▶ **Exercise objective**: Copy out every line in the entries below that includes "function".

━━ Data to process ━━

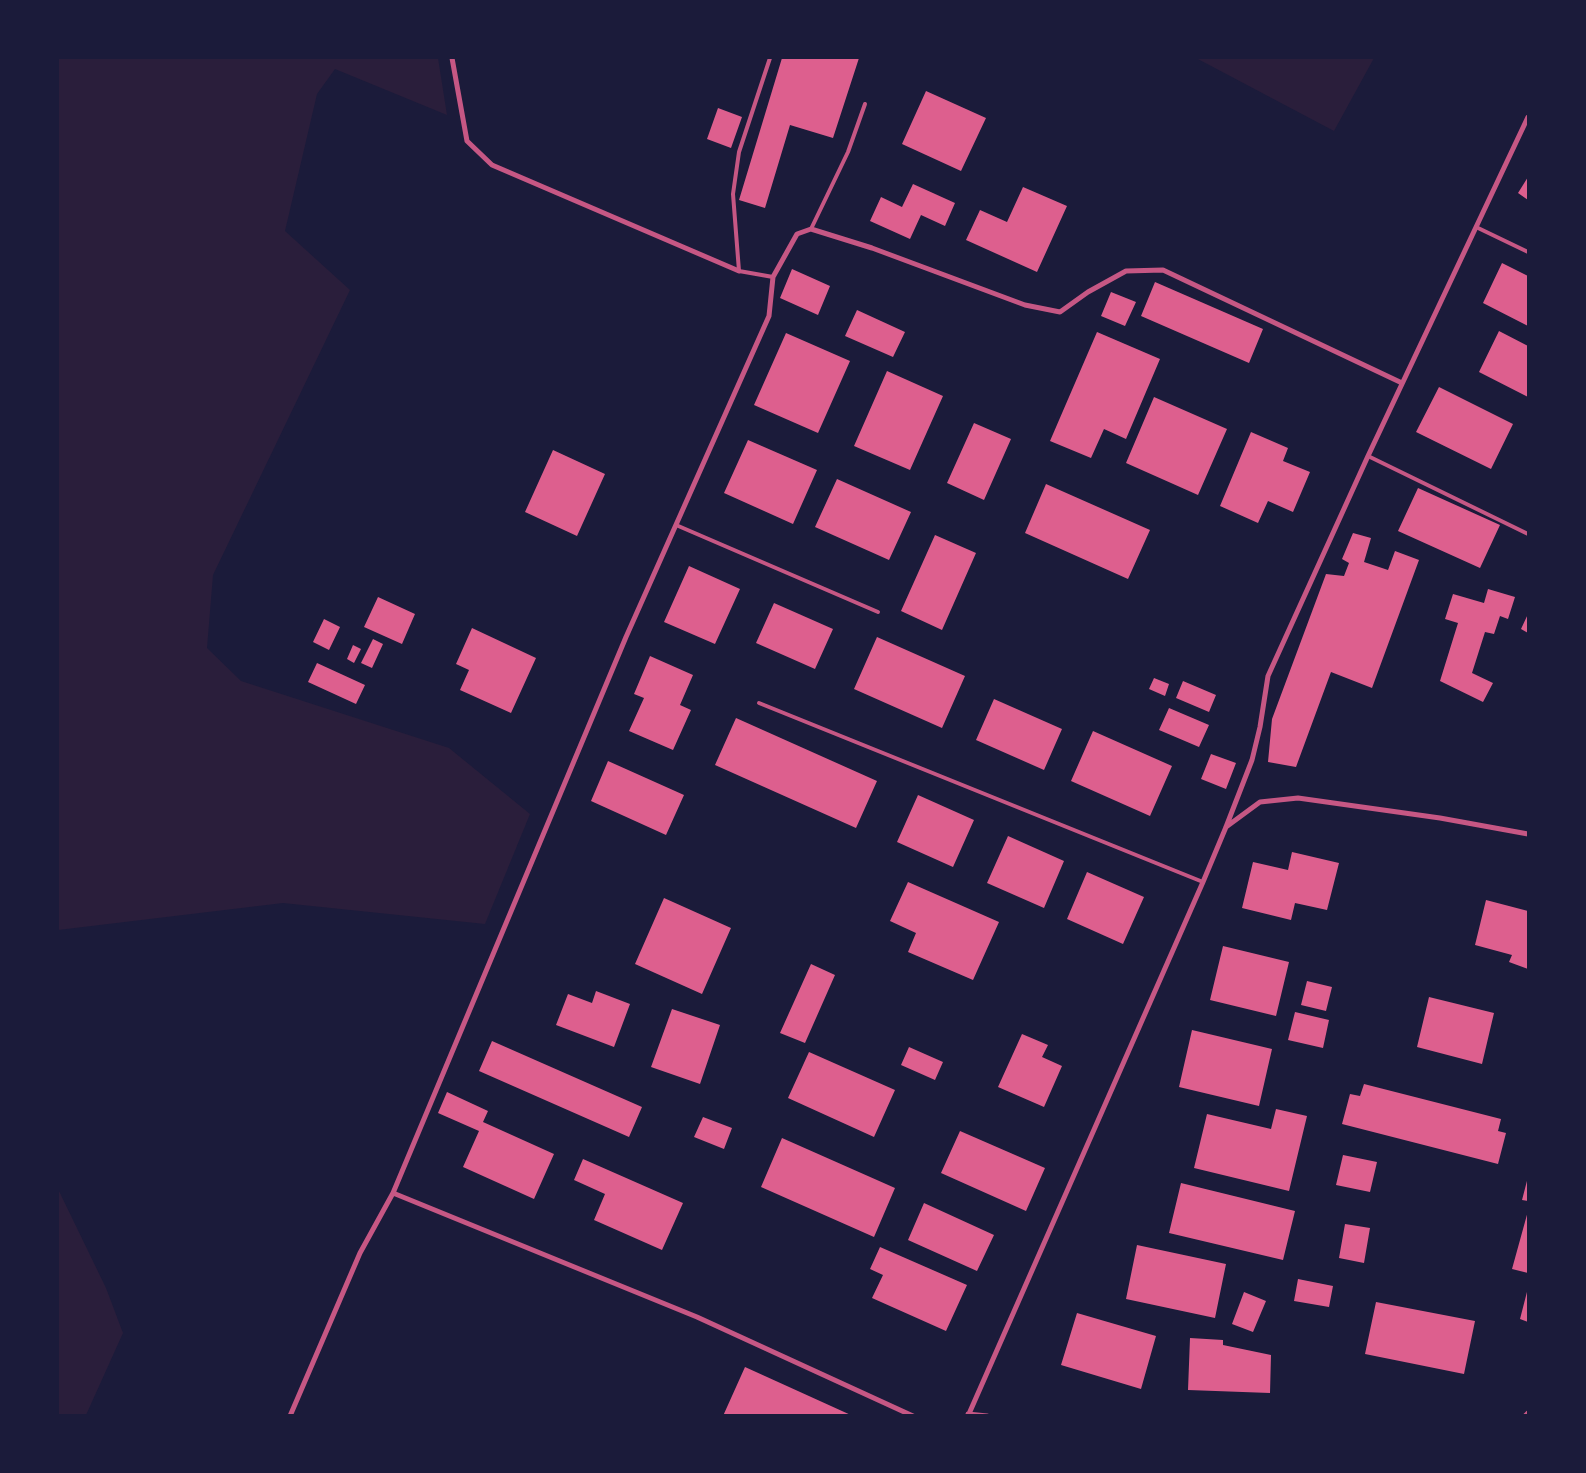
<!DOCTYPE html>
<html>
<head>
<meta charset="utf-8">
<style>
  body { margin:0 }
  #map { position:relative; width:1586px; height:1473px; overflow:hidden; background:#1b1b3a; font-family:"Golos Text",sans-serif }
  canvas { display:block }
  .frame { position:absolute; inset:0; border:59px solid #1b1b3a; pointer-events:none }
</style>
</head>
<body>
<div id="map">
<canvas width="1586" height="1473"></canvas>
<div class="frame"></div>
</div>
<script>
const c = document.querySelector('canvas').getContext('2d');
c.lineJoin = 'round';
function fill(path, color) { c.fillStyle = color; c.fill(path, 'evenodd'); }
const poly = rows => new Path2D(rows.map(r => 'M' + r).join(''));
function stroke(path, color, width, dash) { c.strokeStyle = color; c.lineWidth = width; c.lineCap = dash ? 'butt' : 'round'; c.setLineDash(dash || []); c.stroke(path); }
fill(poly([
  [58,58,438,58,447,115,335,69,317,94,285,231,350,290,213,575,207,648,241,681,449,748,530,814,485,924,283,903,58,930],
  [1196,58,1374,58,1334,131],
  [58,1189,106,1288,123,1333,86,1415,58,1415]
]), '#2a1e3b');
fill(poly([
  [782,58,859,58,833,138,790,125,765,208,739,200],
  [926,91,986,118,961,171,902,144],
  [718,108,742,117,731,148,707,139],
  [1528,177,1528,200,1518,193],
  [913,184,955,203,945,226,921,215,910,239,870,221,881,197,902,207],
  [1023,187,1067,206,1037,272,966,240,980,210,1007,222],
  [1502,263,1528,276,1528,326,1483,303],
  [792,269,830,286,818,315,780,298],
  [1155,282,1263,329,1249,363,1141,316],
  [1111,292,1136,302,1125,326,1101,316],
  [857,310,905,332,893,357,845,336],
  [1499,331,1528,346,1528,397,1479,372],
  [1097,332,1160,359,1126,439,1104,429,1091,458,1050,441],
  [786,333,850,361,818,433,754,405],
  [887,371,943,396,910,470,854,446],
  [1439,387,1513,424,1491,469,1416,432],
  [1154,397,1227,429,1198,495,1126,463],
  [974,423,1011,439,984,500,947,483],
  [1251,432,1288,448,1283,461,1310,472,1293,512,1268,501,1258,523,1220,506],
  [748,440,817,470,793,524,724,493],
  [553,450,605,474,577,536,525,512],
  [837,479,911,512,889,560,815,527],
  [1046,484,1150,530,1128,579,1025,533],
  [1418,488,1500,525,1480,568,1398,531],
  [1353,533,1371,538,1364,562,1388,570,1395,551,1419,560,1372,688,1331,672,1296,767,1268,762,1272,719,1326,574,1344,576,1349,563,1342,559],
  [935,535,976,553,942,630,901,611],
  [689,566,740,589,715,644,664,622],
  [1488,589,1515,597,1508,619,1500,616,1494,634,1485,632,1472,673,1493,683,1483,702,1440,681,1458,623,1445,619,1453,594,1484,603],
  [378,597,415,614,402,644,364,627],
  [774,603,833,629,815,669,756,643],
  [1528,614,1528,633,1521,629],
  [324,619,340,627,329,650,313,642],
  [472,628,536,658,511,713,460,690,469,670,456,664],
  [877,637,965,676,942,728,854,689],
  [373,639,383,644,372,668,361,663],
  [353,645,361,649,354,663,347,659],
  [650,656,693,675,680,705,691,710,673,750,629,731,644,698,634,694],
  [317,663,365,685,356,704,308,682],
  [1154,678,1169,684,1165,696,1149,689],
  [1183,681,1216,695,1209,712,1176,698],
  [994,699,1062,729,1044,770,976,740],
  [1169,708,1209,725,1199,747,1159,730],
  [736,718,877,781,856,828,715,765],
  [1093,731,1172,766,1150,816,1071,781],
  [1211,754,1236,763,1226,789,1201,779],
  [608,761,684,795,666,835,591,801],
  [918,795,974,820,953,867,897,842],
  [1008,836,1064,861,1044,908,987,883],
  [1292,852,1339,863,1327,910,1295,903,1291,920,1242,908,1253,862,1288,870],
  [1087,872,1144,897,1123,944,1067,919],
  [908,882,999,922,973,980,908,952,916,933,890,921],
  [664,898,731,928,702,994,635,964],
  [1486,900,1528,911,1528,969,1509,962,1512,955,1475,945],
  [1223,946,1289,962,1276,1016,1210,1000],
  [811,964,835,975,805,1043,780,1033],
  [1307,981,1332,987,1326,1011,1301,1005],
  [596,991,630,1004,614,1047,556,1025,568,994,592,1003],
  [1429,997,1494,1013,1482,1064,1417,1047],
  [672,1009,720,1025,700,1084,651,1067],
  [1295,1012,1329,1020,1323,1048,1288,1040],
  [1192,1030,1272,1049,1259,1106,1179,1087],
  [1022,1034,1048,1045,1042,1057,1062,1066,1044,1107,998,1087],
  [492,1041,642,1107,629,1137,479,1071],
  [909,1047,943,1062,935,1080,901,1065],
  [809,1052,895,1090,874,1137,788,1098],
  [1364,1084,1501,1119,1498,1131,1506,1133,1498,1164,1342,1124,1350,1094,1360,1096],
  [447,1092,488,1111,483,1122,554,1154,534,1199,463,1167,479,1131,438,1113],
  [1276,1109,1307,1116,1289,1191,1194,1168,1207,1114,1271,1129],
  [703,1117,732,1128,724,1149,694,1137],
  [960,1131,1045,1168,1026,1211,941,1173],
  [782,1138,895,1188,874,1237,761,1187],
  [1343,1155,1377,1162,1370,1192,1336,1185],
  [583,1159,683,1203,662,1250,594,1220,605,1194,574,1180],
  [1528,1177,1528,1201,1522,1200],
  [1181,1183,1295,1211,1283,1260,1169,1233],
  [924,1203,994,1235,977,1271,908,1240],
  [1528,1211,1528,1273,1512,1269],
  [1345,1224,1370,1228,1364,1263,1339,1258],
  [1137,1245,1226,1264,1215,1318,1126,1299],
  [880,1247,967,1285,946,1331,872,1298,883,1275,870,1269],
  [1298,1279,1333,1286,1329,1307,1294,1301],
  [1528,1288,1528,1322,1520,1319],
  [1244,1292,1266,1301,1253,1332,1232,1324],
  [1376,1302,1475,1321,1464,1374,1365,1354],
  [1077,1313,1156,1336,1141,1389,1061,1365],
  [1190,1338,1223,1340,1223,1345,1271,1355,1270,1393,1188,1390],
  [745,1367,853,1416,723,1416]
]), '#dd5f8e');
stroke(poly([
  [770,58,739,152,733,194,739,271,773,277],
  [1476,227,1528,252],
  [811,229,848,152,865,104],
  [1368,456,1528,534],
  [676,525,878,612],
  [759,703,1203,882]
]), '#c65784', 4);
stroke(poly([
  [452,58,467,141,492,165,739,271],
  [1226,827,1260,802,1298,798,1440,818,1528,834],
  [968,1414,987,1416],
  [290,1416,360,1253,393,1193],
  [913,1416,697,1317,393,1193,626,637,769,316,773,277,797,234,811,229,872,248,1025,305,1060,312,1088,292,1126,271,1163,270,1402,383],
  [968,1416,1203,882,1226,827,1252,760,1260,727,1268,676,1368,456,1528,117],
  [1525,1416,1528,1413]
]), '#c65784', 5);
</script>
</body>
</html>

━━━

▶ **Expected output**:
function fill(path, color) { c.fillStyle = color; c.fill(path, 'evenodd'); }
function stroke(path, color, width, dash) { c.strokeStyle = color; c.lineWidth = width; c.lineCap = dash ? 'butt' : 'round'; c.setLineDash(dash || []); c.stroke(path); }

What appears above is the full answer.